> [PROBLEM STATEMENT]: Lines with the word "list" in them must be copied from the records below.
═══ DATA SUPPLIED ═══
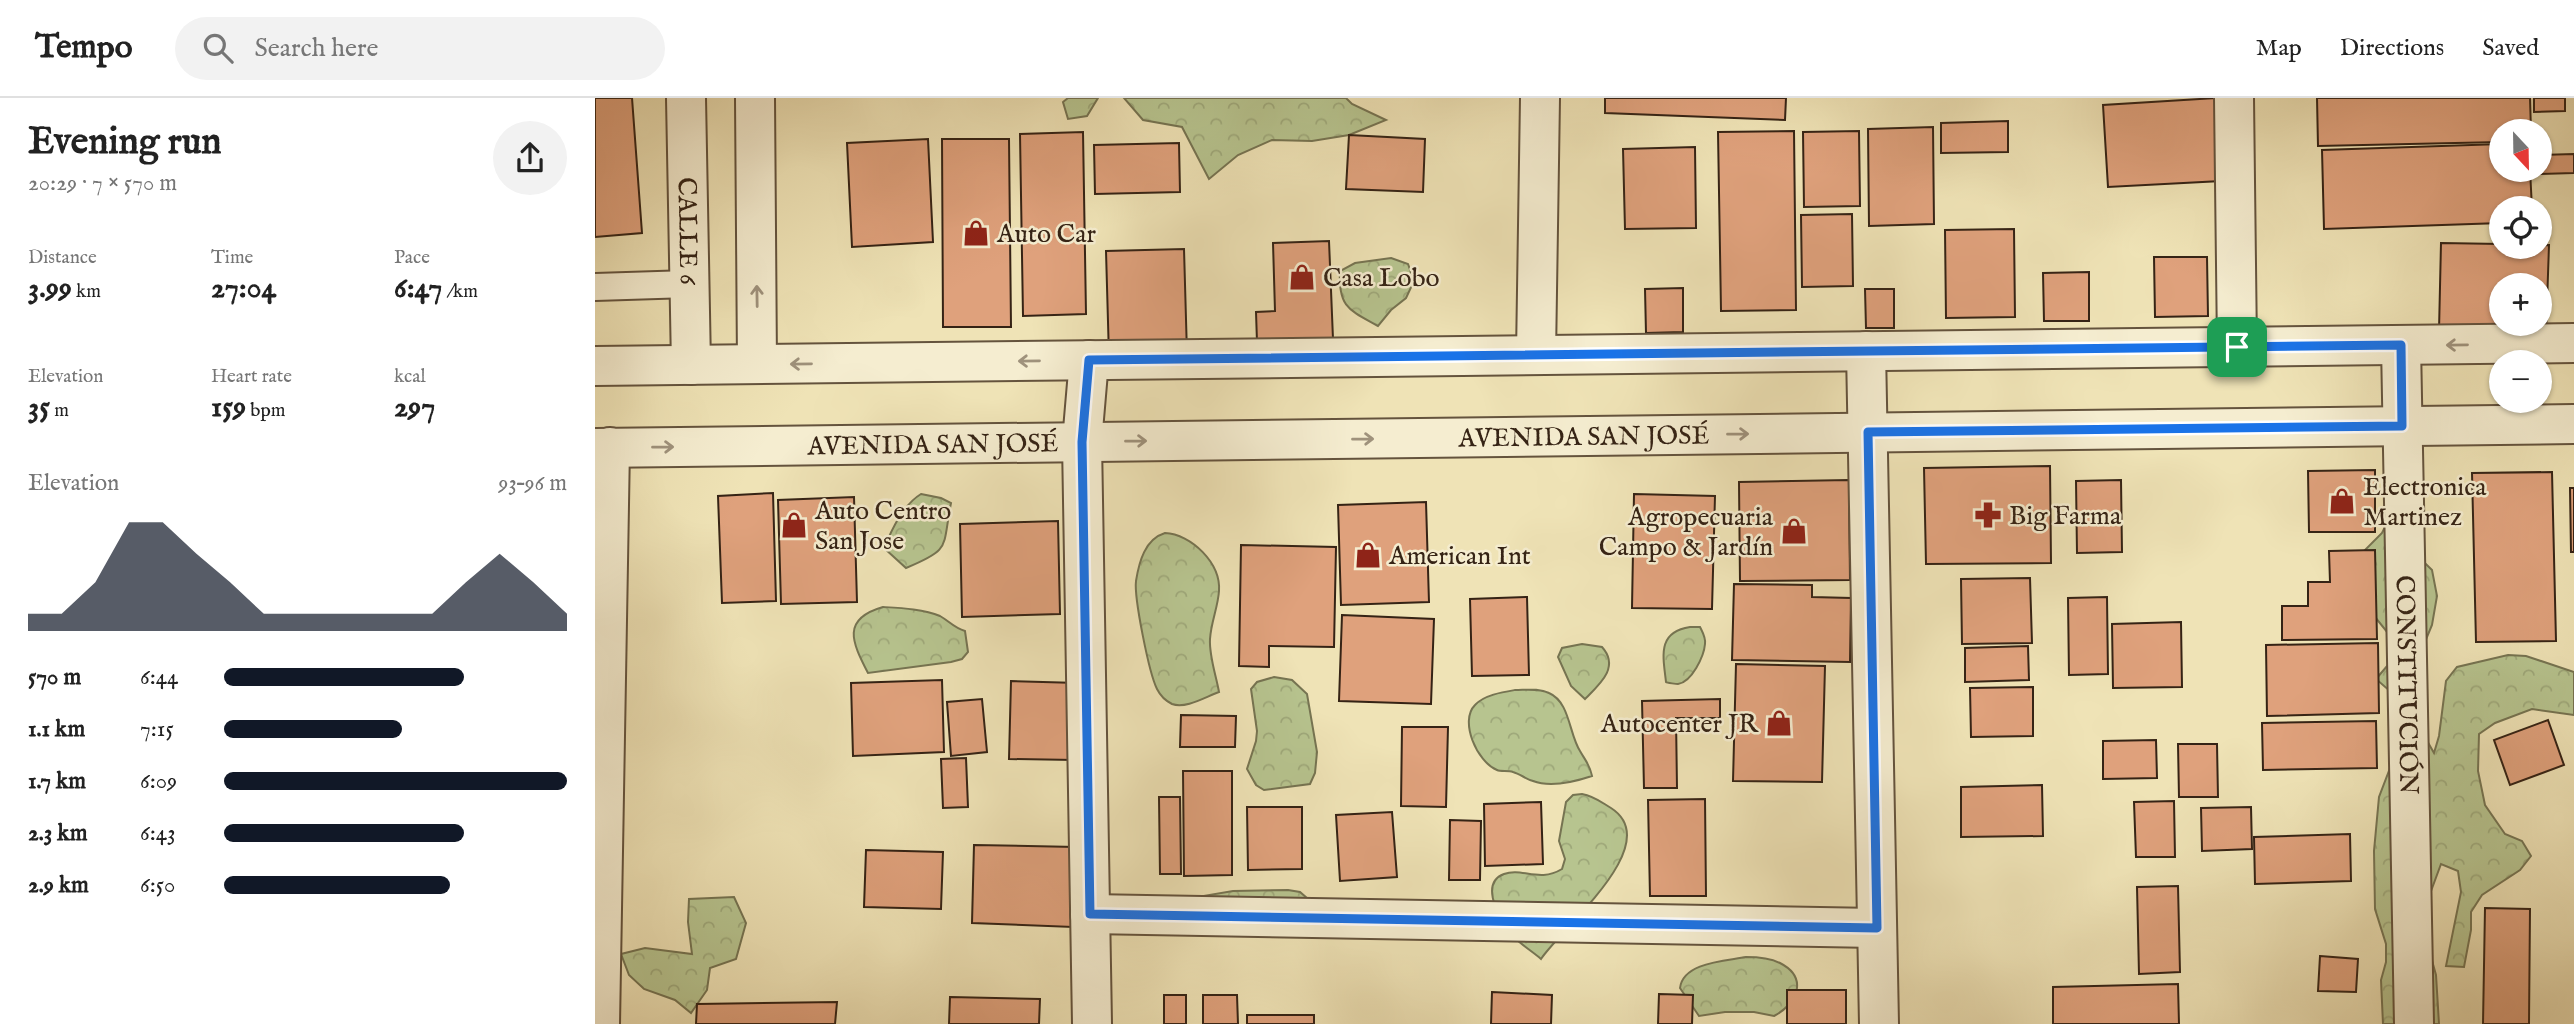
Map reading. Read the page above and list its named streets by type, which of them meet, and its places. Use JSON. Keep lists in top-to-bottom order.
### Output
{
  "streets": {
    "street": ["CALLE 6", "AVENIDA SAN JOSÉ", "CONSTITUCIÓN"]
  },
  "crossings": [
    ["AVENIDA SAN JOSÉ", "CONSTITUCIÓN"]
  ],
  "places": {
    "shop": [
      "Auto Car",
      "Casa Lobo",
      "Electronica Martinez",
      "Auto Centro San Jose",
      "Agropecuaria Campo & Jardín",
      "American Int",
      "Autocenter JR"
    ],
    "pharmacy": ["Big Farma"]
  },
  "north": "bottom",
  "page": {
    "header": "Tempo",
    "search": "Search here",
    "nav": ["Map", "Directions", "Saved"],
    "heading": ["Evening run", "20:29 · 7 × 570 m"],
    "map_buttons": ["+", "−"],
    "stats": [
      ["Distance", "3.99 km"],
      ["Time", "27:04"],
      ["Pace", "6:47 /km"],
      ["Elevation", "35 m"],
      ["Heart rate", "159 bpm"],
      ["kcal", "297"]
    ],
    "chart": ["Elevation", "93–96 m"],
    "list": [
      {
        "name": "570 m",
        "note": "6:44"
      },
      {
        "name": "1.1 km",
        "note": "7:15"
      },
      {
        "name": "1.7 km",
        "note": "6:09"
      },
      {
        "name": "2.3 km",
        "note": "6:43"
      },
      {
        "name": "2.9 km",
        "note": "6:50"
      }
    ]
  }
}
═══
> [RESPONSE AREA]:
Map reading. Read the page above and list its named streets by type, which of them meet, and its places. Use JSON. Keep lists in top-to-bottom order.
    "list": [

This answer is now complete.